Well I’m sure you’ve had your fill of the ‘Grexit’ story. It was all over the news and papers at the weekend. Everyone’s talking about it.
Of course the very real possibility of a Greek exit from the eurozone is hardly news to us here at The Right Side.
So let’s move on to the bigger question. And that is: Who pays if Greece exits?
You pay!
The Greeks are, how shall I put it, very upset.
They’re upset with the main political parties, who many feel have sold them out to the wicked Europeans. Youth unemployment is over 50%, while in Germany, it’s fallen. Greek banks are haemorrhaging cash, while it piles up in Germany. Greek bond yields are heading out of the ball-park, while the German government can borrow for practically nothing.
The words the public want to hear are uttered by an effervescent young-gun politician called Alexis Tsipras. And his calming words are something like: Let’s just dump our debt obligations.
And the obvious question we should be asking ourselves is…
Who loses?
If Greece exits the euro, then the question is, how much will lenders get back? Of course nobody knows, nor do they know which currency they may get back. But we do have an idea of who’s holding the debt.
As the graphic shows, Greek debt holders can be split into three distinct groups, all of them with about a third each. There’s the ECB/IMF, who have bought in to try to stabilise the Greek debt market. There’s the Greek and Cypriot banks, that bought in for regulatory reasons (a risk-free asset for bank reserves) and pension savings. And last, but not least, there’s everyone else, or the ‘market’ – and that could include your pension fund.
But don’t worry too much, as it’s much more likely to be French pension funds or banks left holding the baby. The following graphic explains why…
Who does Greece owe?
Source: BBC
I can see 41 billion reasons why the French are keen to keep Greece within the eurozone!
But an exit will hurt the Greeks most
Though I have argued strongly that it’s in Greece’s interests to leave the eurozone, I’m not for one moment suggesting it’s going to be easy.
The rest of the world can probably cope with ‘Grexit’. It’s only if other countries follow her out the door that we’re in big trouble. But for Greek banks and pension funds, it’ll be shocking. They’re filled to the rafters with their own Greek debt.
Older (and wealthier) factions of Greek society will pay a very heavy price in the event of ‘Grexit’.
It’s little wonder that euros are heading out of Greek bank accounts. If you face losing a large chunk of your pension, then you’re not going to run the risk of your cash going up in smoke too.
Greek businesses will be next to suffer
I remember when Argentina faced a similar exit. I remember it well, because I was in the throes of an important business deal with an Argentinean. And it nearly bust my business…
Argentina faced an exit from its dollar peg. Argentina was in a similar situation to Greece today. Basically, her currency was ‘pegged’ to the US dollar, and had been for ten years. But given the distortions caused by an ill-fitting monetary union, it couldn’t hold on. Deficit spending and debt had become too onerous. So the Argentineans needed loans from the IMF to keep up the charade of monetary union.

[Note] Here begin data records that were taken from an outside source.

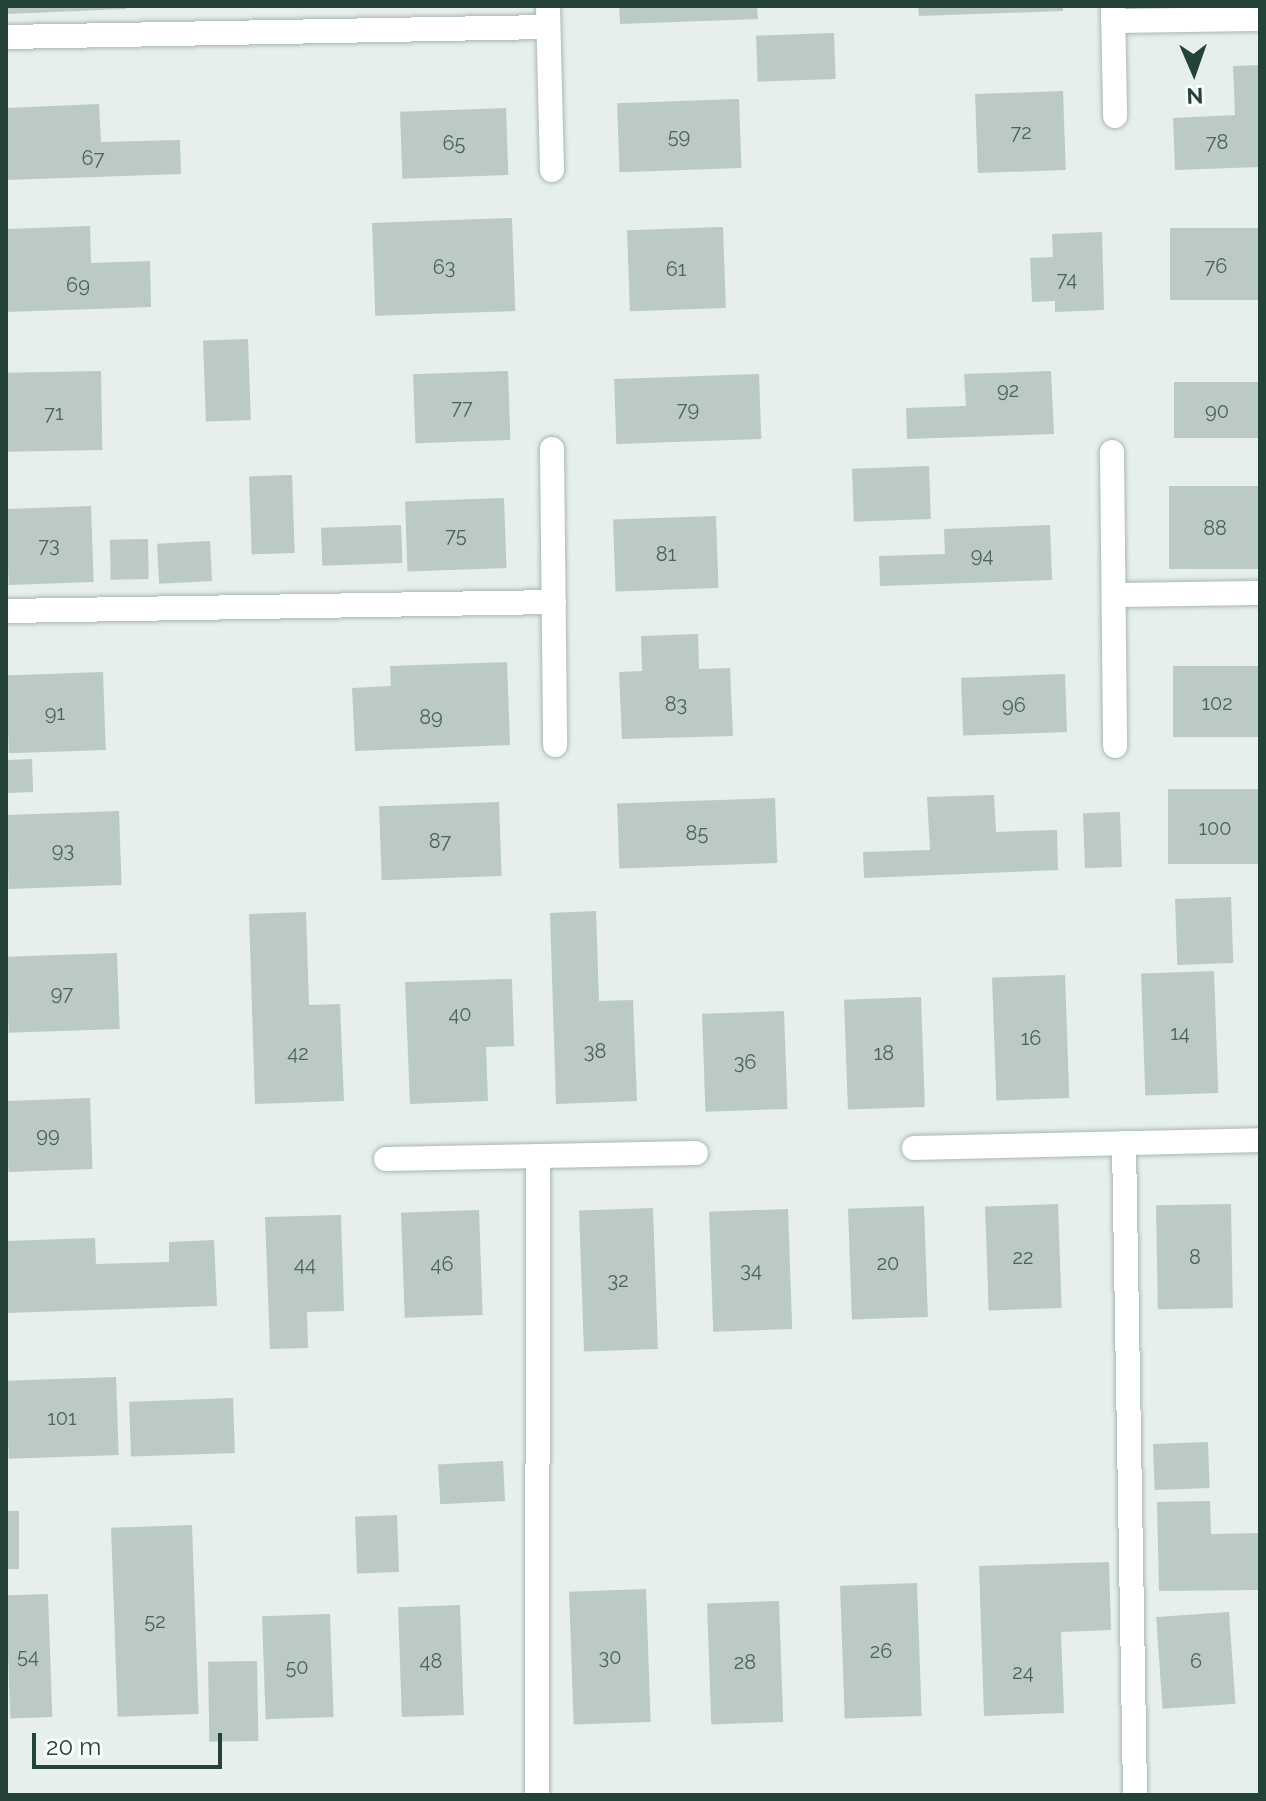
<!DOCTYPE html>
<html>
<head>
<meta charset="utf-8">
<style>
  body { margin:0 }
  #map { position:relative; width:1266px; height:1801px; overflow:hidden; background:#e6efeb; font-family:Raleway,sans-serif }
  div>[style] { position:absolute }
  .building>* { inset:0; background:#bbcac4; transform-origin:0 0 }
  .roads { filter:drop-shadow(0 0 2px #a8b8b2) drop-shadow(0 0 2px #a8b8b2) }
  .service>* { height:24px; margin:-12px; padding:0 12px; transform-origin:12px; border-radius:12px; background:#fff }
  span { translate:-50% -50%; white-space:nowrap; text-align:center; line-height:1.15; -webkit-text-stroke:8px #f7fbf9; paint-order:stroke }
  .number-label { font-size:20px; color:#4a645c }
  .number-label span { -webkit-text-stroke-width:0 }
  .frame { position:absolute; inset:0; border:8px solid #24423a; pointer-events:none }
  .north { position:absolute; left:1154px; top:32px; width:80px; height:80px; -webkit-text-stroke:6px #f7fbf9; paint-order:stroke; rotate:178deg; font-size:22px; font-weight:700; line-height:32px; text-align:center; color:#24423a }
  .north::after { content:''; display:block; margin:auto; width:28px; height:36px; background:#24423a; clip-path:polygon(50% 0,100% 100%,50% 72%,0 100%) }
  .scale { position:absolute; left:32px; top:1733px; width:190px; height:36px; box-sizing:border-box; border:4px solid #24423a; border-top:0; padding-left:10px; font-size:24px; line-height:28px; white-space:nowrap; color:#24423a; -webkit-text-stroke:6px #f7fbf9; paint-order:stroke }
</style>
</head>
<body>
<div id="map">
  <div class="building">
    <div style="clip-path:polygon(6px 6px,126px 6px,126px 9px,6px 14px)"></div>
    <div style="clip-path:polygon(619px 6px,757px 6px,758px 19px,620px 24px)"></div>
    <div style="clip-path:polygon(918px 6px,1063px 6px,1063px 11px,919px 16px)"></div>
    <div style="left:834px;top:33px;width:46px;height:78px;rotate:88deg"></div>
    <div style="clip-path:polygon(1260px 65px,1260px 167px,1175px 170px,1173px 118px,1235px 115px,1233px 66px)"></div>
    <div style="left:1063px;top:91px;width:79px;height:88px;rotate:88deg"></div>
    <div style="left:739px;top:99px;width:69px;height:122px;rotate:88deg"></div>
    <div style="clip-path:polygon(99px 104px,101px 142px,180px 140px,181px 174px,6px 180px,6px 108px)"></div>
    <div style="left:506px;top:108px;width:67px;height:106px;rotate:88deg"></div>
    <div style="left:512px;top:218px;width:93px;height:140px;rotate:88deg"></div>
    <div style="clip-path:polygon(90px 226px,91px 263px,150px 261px,151px 307px,6px 312px,6px 229px)"></div>
    <div style="left:723px;top:227px;width:81px;height:96px;rotate:88deg"></div>
    <div style="left:1260px;top:228px;width:72px;height:90px;rotate:90deg"></div>
    <div style="clip-path:polygon(1102px 232px,1104px 310px,1055px 312px,1055px 301px,1032px 302px,1030px 258px,1053px 257px,1052px 234px)"></div>
    <div style="left:248px;top:339px;width:81px;height:45px;rotate:88deg"></div>
    <div style="left:101px;top:371px;width:79px;height:95px;rotate:89deg"></div>
    <div style="left:508px;top:371px;width:69px;height:95px;rotate:88deg"></div>
    <div style="clip-path:polygon(1051px 371px,1054px 434px,907px 439px,906px 408px,966px 406px,964px 374px)"></div>
    <div style="left:759px;top:374px;width:65px;height:145px;rotate:88deg"></div>
    <div style="left:1260px;top:382px;width:56px;height:86px;rotate:90deg"></div>
    <div style="left:929px;top:466px;width:53px;height:77px;rotate:88deg"></div>
    <div style="left:292px;top:475px;width:78px;height:43px;rotate:88deg"></div>
    <div style="left:1260px;top:486px;width:83px;height:91px;rotate:90deg"></div>
    <div style="left:504px;top:498px;width:70px;height:99px;rotate:88deg"></div>
    <div style="left:91px;top:506px;width:76px;height:85px;rotate:88deg"></div>
    <div style="left:716px;top:516px;width:72px;height:103px;rotate:88deg"></div>
    <div style="left:401px;top:525px;width:38px;height:80px;rotate:88deg"></div>
    <div style="clip-path:polygon(1050px 525px,1052px 580px,880px 586px,879px 556px,945px 554px,944px 529px)"></div>
    <div style="left:148px;top:539px;width:40px;height:38px;rotate:89deg"></div>
    <div style="left:210px;top:541px;width:40px;height:53px;rotate:87deg"></div>
    <div style="clip-path:polygon(698px 634px,699px 669px,730px 668px,733px 736px,622px 739px,619px 672px,642px 671px,641px 636px)"></div>
    <div style="clip-path:polygon(507px 662px,510px 745px,355px 751px,352px 688px,391px 686px,390px 666px)"></div>
    <div style="left:1260px;top:666px;width:71px;height:87px;rotate:90deg"></div>
    <div style="left:103px;top:672px;width:78px;height:97px;rotate:88deg"></div>
    <div style="left:1065px;top:674px;width:58px;height:104px;rotate:88deg"></div>
    <div style="left:32px;top:759px;width:33px;height:26px;rotate:88deg"></div>
    <div style="left:1260px;top:789px;width:75px;height:92px;rotate:90deg"></div>
    <div style="clip-path:polygon(994px 795px,996px 832px,1057px 830px,1058px 870px,864px 878px,863px 852px,930px 850px,927px 797px)"></div>
    <div style="left:775px;top:798px;width:65px;height:158px;rotate:88deg"></div>
    <div style="left:499px;top:802px;width:74px;height:120px;rotate:88deg"></div>
    <div style="left:119px;top:811px;width:74px;height:113px;rotate:88deg"></div>
    <div style="left:1120px;top:812px;width:55px;height:37px;rotate:88deg"></div>
    <div style="left:1231px;top:897px;width:66px;height:56px;rotate:88deg"></div>
    <div style="clip-path:polygon(596px 911px,599px 1001px,633px 1000px,637px 1101px,556px 1104px,550px 913px)"></div>
    <div style="clip-path:polygon(306px 912px,309px 1005px,340px 1004px,344px 1101px,255px 1104px,249px 914px)"></div>
    <div style="left:117px;top:953px;width:76px;height:111px;rotate:88deg"></div>
    <div style="left:1214px;top:971px;width:122px;height:73px;rotate:88deg"></div>
    <div style="left:1065px;top:975px;width:123px;height:73px;rotate:88deg"></div>
    <div style="clip-path:polygon(512px 979px,514px 1046px,486px 1047px,488px 1101px,410px 1104px,405px 982px)"></div>
    <div style="left:921px;top:997px;width:110px;height:77px;rotate:88deg"></div>
    <div style="left:784px;top:1011px;width:98px;height:82px;rotate:88deg"></div>
    <div style="left:90px;top:1098px;width:71px;height:84px;rotate:88deg"></div>
    <div style="left:1058px;top:1204px;width:104px;height:73px;rotate:88deg"></div>
    <div style="left:1231px;top:1204px;width:104px;height:75px;rotate:89deg"></div>
    <div style="left:924px;top:1206px;width:111px;height:76px;rotate:88deg"></div>
    <div style="left:653px;top:1208px;width:141px;height:74px;rotate:88deg"></div>
    <div style="left:788px;top:1209px;width:120px;height:79px;rotate:88deg"></div>
    <div style="left:479px;top:1210px;width:105px;height:78px;rotate:88deg"></div>
    <div style="clip-path:polygon(341px 1215px,344px 1311px,307px 1312px,308px 1348px,270px 1349px,265px 1217px)"></div>
    <div style="clip-path:polygon(95px 1238px,96px 1264px,169px 1262px,169px 1242px,214px 1240px,217px 1306px,6px 1313px,6px 1241px)"></div>
    <div style="left:116px;top:1377px;width:78px;height:110px;rotate:88deg"></div>
    <div style="left:233px;top:1398px;width:55px;height:104px;rotate:88deg"></div>
    <div style="left:1208px;top:1442px;width:46px;height:55px;rotate:88deg"></div>
    <div style="left:503px;top:1461px;width:40px;height:65px;rotate:87deg"></div>
    <div style="clip-path:polygon(1210px 1501px,1211px 1534px,1260px 1533px,1260px 1590px,1159px 1591px,1157px 1502px)"></div>
    <div style="left:6px;top:1511px;width:13px;height:58px"></div>
    <div style="left:397px;top:1515px;width:57px;height:42px;rotate:88deg"></div>
    <div style="left:192px;top:1525px;width:189px;height:81px;rotate:88deg"></div>
    <div style="clip-path:polygon(1109px 1562px,1111px 1630px,1061px 1632px,1064px 1713px,984px 1716px,979px 1566px)"></div>
    <div style="left:917px;top:1583px;width:133px;height:77px;rotate:88deg"></div>
    <div style="left:646px;top:1589px;width:133px;height:77px;rotate:88deg"></div>
    <div style="left:48px;top:1594px;width:123px;height:42px;rotate:88deg"></div>
    <div style="left:779px;top:1601px;width:121px;height:72px;rotate:88deg"></div>
    <div style="left:460px;top:1605px;width:110px;height:62px;rotate:88deg"></div>
    <div style="left:1229px;top:1612px;width:92px;height:73px;rotate:86deg"></div>
    <div style="left:330px;top:1614px;width:103px;height:68px;rotate:88deg"></div>
    <div style="left:257px;top:1661px;width:80px;height:49px;rotate:89deg"></div>
  </div>
  <div class="roads">
    <div class="service">
      <div style="left:548px;top:6px;width:164px;rotate:88.6deg"></div>
      <div style="left:1113px;top:7px;width:109px;rotate:88.9deg"></div>
      <div style="left:1113px;top:21px;width:147px;rotate:-0.8deg"></div>
      <div style="left:6px;top:37px;width:542px;rotate:-1.06deg"></div>
      <div style="left:552px;top:449px;width:296px;rotate:89.4deg"></div>
      <div style="left:1112px;top:452px;width:294px;rotate:89.4deg"></div>
      <div style="left:1114px;top:595px;width:146px;rotate:-0.8deg"></div>
      <div style="left:6px;top:611px;width:548px;rotate:-0.94deg"></div>
      <div style="left:1124px;top:1143px;width:652px;rotate:89.03deg"></div>
      <div style="left:914px;top:1148px;width:346px;rotate:-1.3deg"></div>
      <div style="left:386px;top:1159px;width:310px;rotate:-1.1deg"></div>
      <div style="left:537px;top:1795px;width:639px;rotate:-89.91deg"></div>
    </div>
  </div>
  <div class="number-label">
    <span style="left:1021px;top:132px">72</span>
    <span style="left:679px;top:136px">59</span>
    <span style="left:1217px;top:142px">78</span>
    <span style="left:454px;top:143px">65</span>
    <span style="left:93px;top:158px">67</span>
    <span style="left:1216px;top:266px">76</span>
    <span style="left:444px;top:267px">63</span>
    <span style="left:676px;top:269px">61</span>
    <span style="left:1067px;top:279px">74</span>
    <span style="left:78px;top:285px">69</span>
    <span style="left:1008px;top:390px">92</span>
    <span style="left:462px;top:407px">77</span>
    <span style="left:688px;top:409px">79</span>
    <span style="left:1217px;top:411px">90</span>
    <span style="left:54px;top:413px">71</span>
    <span style="left:1215px;top:528px">88</span>
    <span style="left:456px;top:535px">75</span>
    <span style="left:49px;top:545px">73</span>
    <span style="left:666px;top:554px">81</span>
    <span style="left:982px;top:555px">94</span>
    <span style="left:1217px;top:703px">102</span>
    <span style="left:676px;top:704px">83</span>
    <span style="left:1014px;top:705px">96</span>
    <span style="left:55px;top:713px">91</span>
    <span style="left:431px;top:717px">89</span>
    <span style="left:1215px;top:828px">100</span>
    <span style="left:697px;top:833px">85</span>
    <span style="left:440px;top:841px">87</span>
    <span style="left:63px;top:850px">93</span>
    <span style="left:62px;top:993px">97</span>
    <span style="left:460px;top:1014px">40</span>
    <span style="left:1180px;top:1033px">14</span>
    <span style="left:1031px;top:1038px">16</span>
    <span style="left:595px;top:1051px">38</span>
    <span style="left:298px;top:1053px">42</span>
    <span style="left:884px;top:1053px">18</span>
    <span style="left:745px;top:1062px">36</span>
    <span style="left:48px;top:1135px">99</span>
    <span style="left:1023px;top:1257px">22</span>
    <span style="left:1195px;top:1257px">8</span>
    <span style="left:888px;top:1263px">20</span>
    <span style="left:305px;top:1264px">44</span>
    <span style="left:442px;top:1264px">46</span>
    <span style="left:751px;top:1270px">34</span>
    <span style="left:618px;top:1280px">32</span>
    <span style="left:62px;top:1418px">101</span>
    <span style="left:155px;top:1621px">52</span>
    <span style="left:881px;top:1651px">26</span>
    <span style="left:28px;top:1656px">54</span>
    <span style="left:610px;top:1657px">30</span>
    <span style="left:431px;top:1661px">48</span>
    <span style="left:1196px;top:1661px">6</span>
    <span style="left:745px;top:1662px">28</span>
    <span style="left:297px;top:1667px">50</span>
    <span style="left:1023px;top:1672px">24</span>
  </div>
  <div class="frame"></div>
  <div class="north">N</div>
  <div class="scale">20 m</div>
</div>
</body>
</html>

Everyone could see what was happening. Bank accounts were being emptied as holders feared a currency devaluation.
I’d just started a food import business. And one of the first deals I did was the sale of two containers of organic honey to a large UK buyer.
I had signed a contract that promised to deliver. But suddenly our Argentinean supplier didn’t want to go through with the deal. He didn’t want our dollars – he was frightened that once received, the cash would be debased. He said he’d rather sit on his honey. For him it was literally liquid gold.
And he was right… upon exit, the value of the peso fell to about a quarter.
Thankfully I was able to wriggle out of the deal with the UK buyer. But they weren’t happy, and they could have made me go out and buy the honey elsewhere and deliver it to them at a massive loss.
The point is, when you start publicly debating the exit from monetary union, international business grinds to a halt. Nobody does anything for fear of converting their hard work into debased currency.
I say if Greece heads out the door, it should be done as quickly as possible. Greece can’t afford a drawn out withdrawal. Every day spent in limbo causes more and more economic heartache.
The pain is going to be shocking. But not as shocking as hanging on.
Somebody ought to tell the politicians.